AIM OF THE TASK =
Without changing a word, return the listing below, minus its images.

DATA SHOWN =
>>>
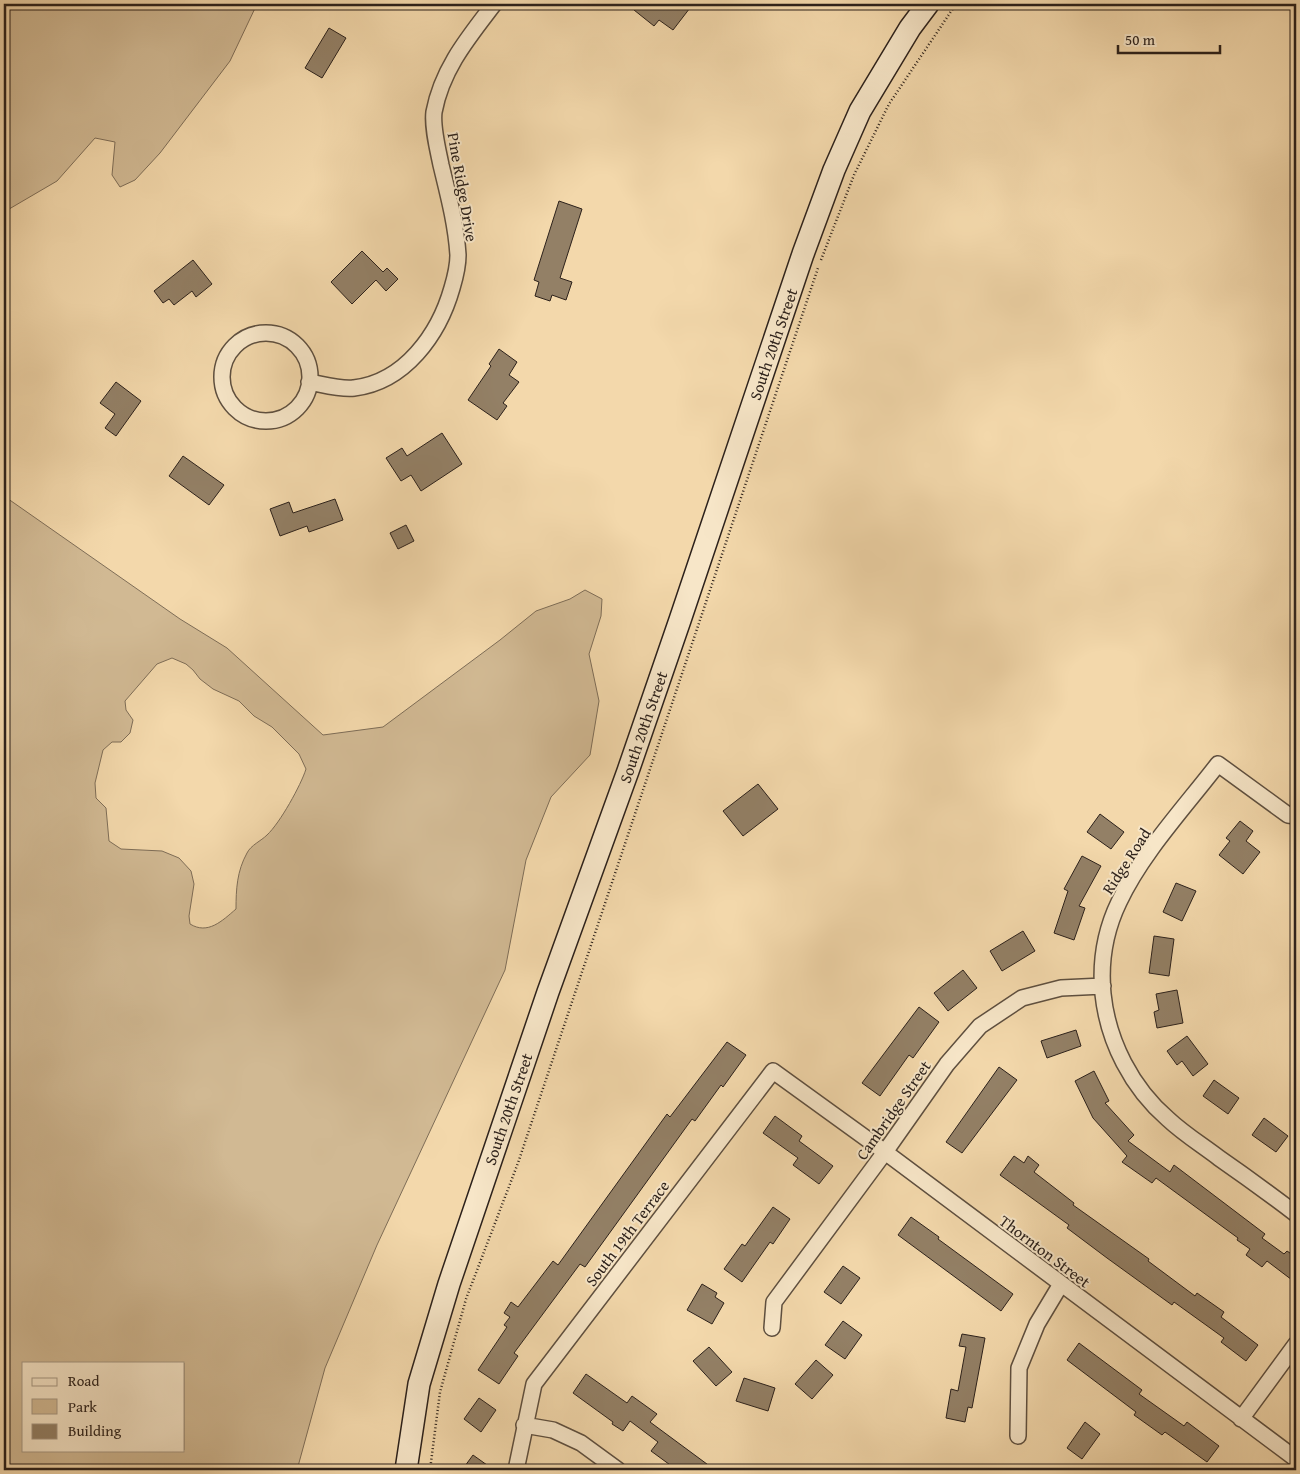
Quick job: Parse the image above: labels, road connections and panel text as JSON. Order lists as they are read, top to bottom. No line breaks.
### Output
{"streets":{"main road":["South 20th Street"],"street":["Pine Ridge Drive","Ridge Road","Cambridge Street","South 19th Terrace","Thornton Street"]},"crossings":[["Ridge Road","Cambridge Street"],["Cambridge Street","Thornton Street"],["South 19th Terrace","Thornton Street"]],"legend":["Road","Park","Building"],"scale_bar":"50 m"}
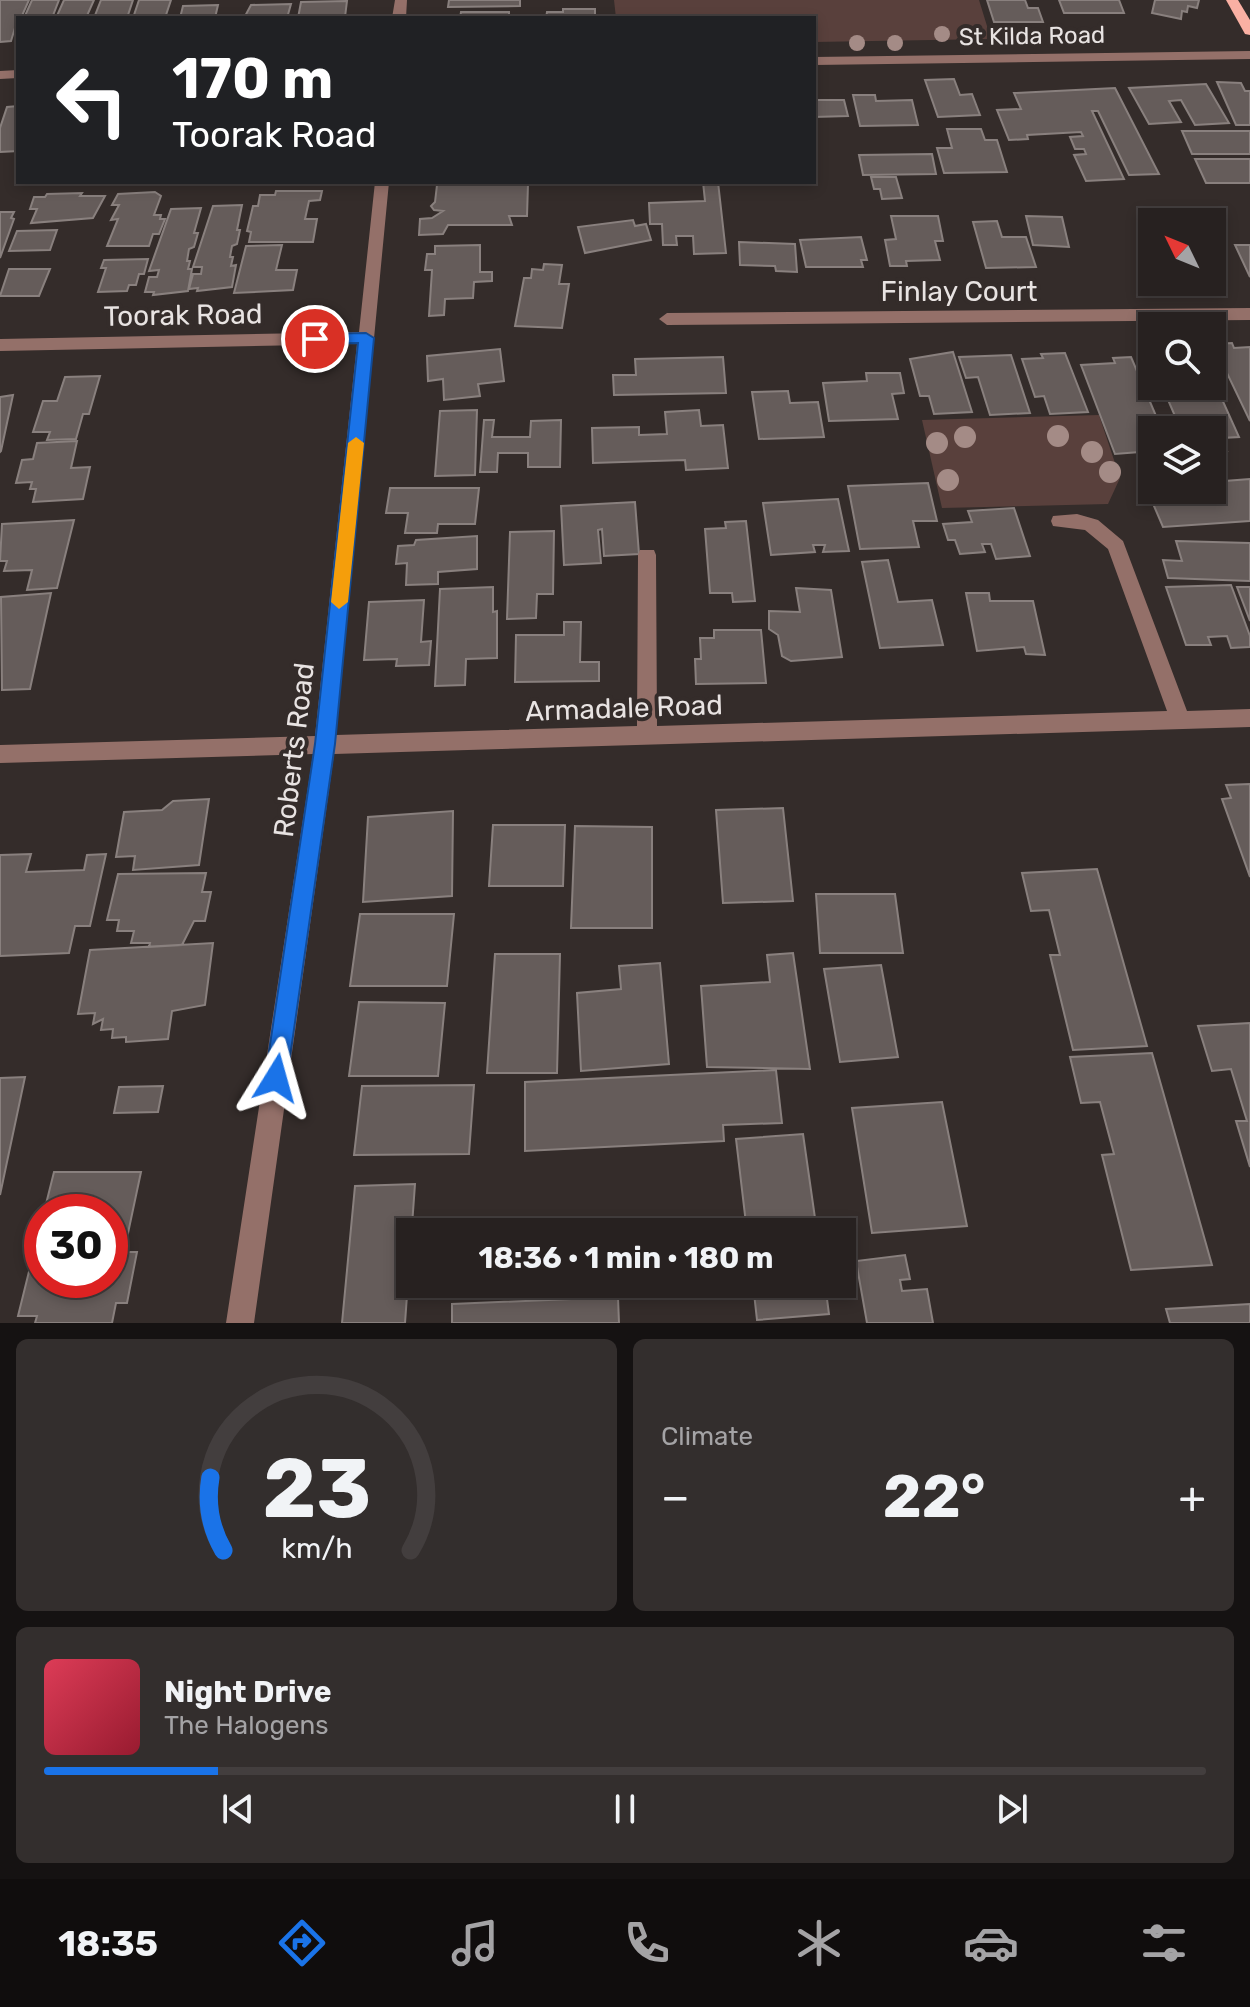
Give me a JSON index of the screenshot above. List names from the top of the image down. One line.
{"streets":{"street":["St Kilda Road","Finlay Court","Toorak Road","Armadale Road","Roberts Road"]},"crossings":[["Toorak Road","Roberts Road"],["Armadale Road","Roberts Road"]],"north":"top left","page":{"turn":["170 m","Toorak Road"],"limit":"30","trip":"18:36 · 1 min · 180 m","tile":"Climate","heat":["−","22°","+"],"song":["Night Drive","The Halogens"],"tabs":"18:35","gauge":["23","km/h"]}}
<<<
TASK SOLUTION =
Quick job: Parse the image above: labels, road connections and panel text as JSON. Order lists as they are read, top to bottom. No line breaks.
### Output
{"streets":{"main road":["South 20th Street"],"street":["Pine Ridge Drive","Ridge Road","Cambridge Street","South 19th Terrace","Thornton Street"]},"crossings":[["Ridge Road","Cambridge Street"],["Cambridge Street","Thornton Street"],["South 19th Terrace","Thornton Street"]],"legend":["Road","Park","Building"],"scale_bar":"50 m"}
Give me a JSON index of the screenshot above. List names from the top of the image down. One line.
{"streets":{"street":["St Kilda Road","Finlay Court","Toorak Road","Armadale Road","Roberts Road"]},"crossings":[["Toorak Road","Roberts Road"],["Armadale Road","Roberts Road"]],"north":"top left","page":{"turn":["170 m","Toorak Road"],"limit":"30","trip":"18:36 · 1 min · 180 m","tile":"Climate","heat":["−","22°","+"],"song":["Night Drive","The Halogens"],"tabs":"18:35","gauge":["23","km/h"]}}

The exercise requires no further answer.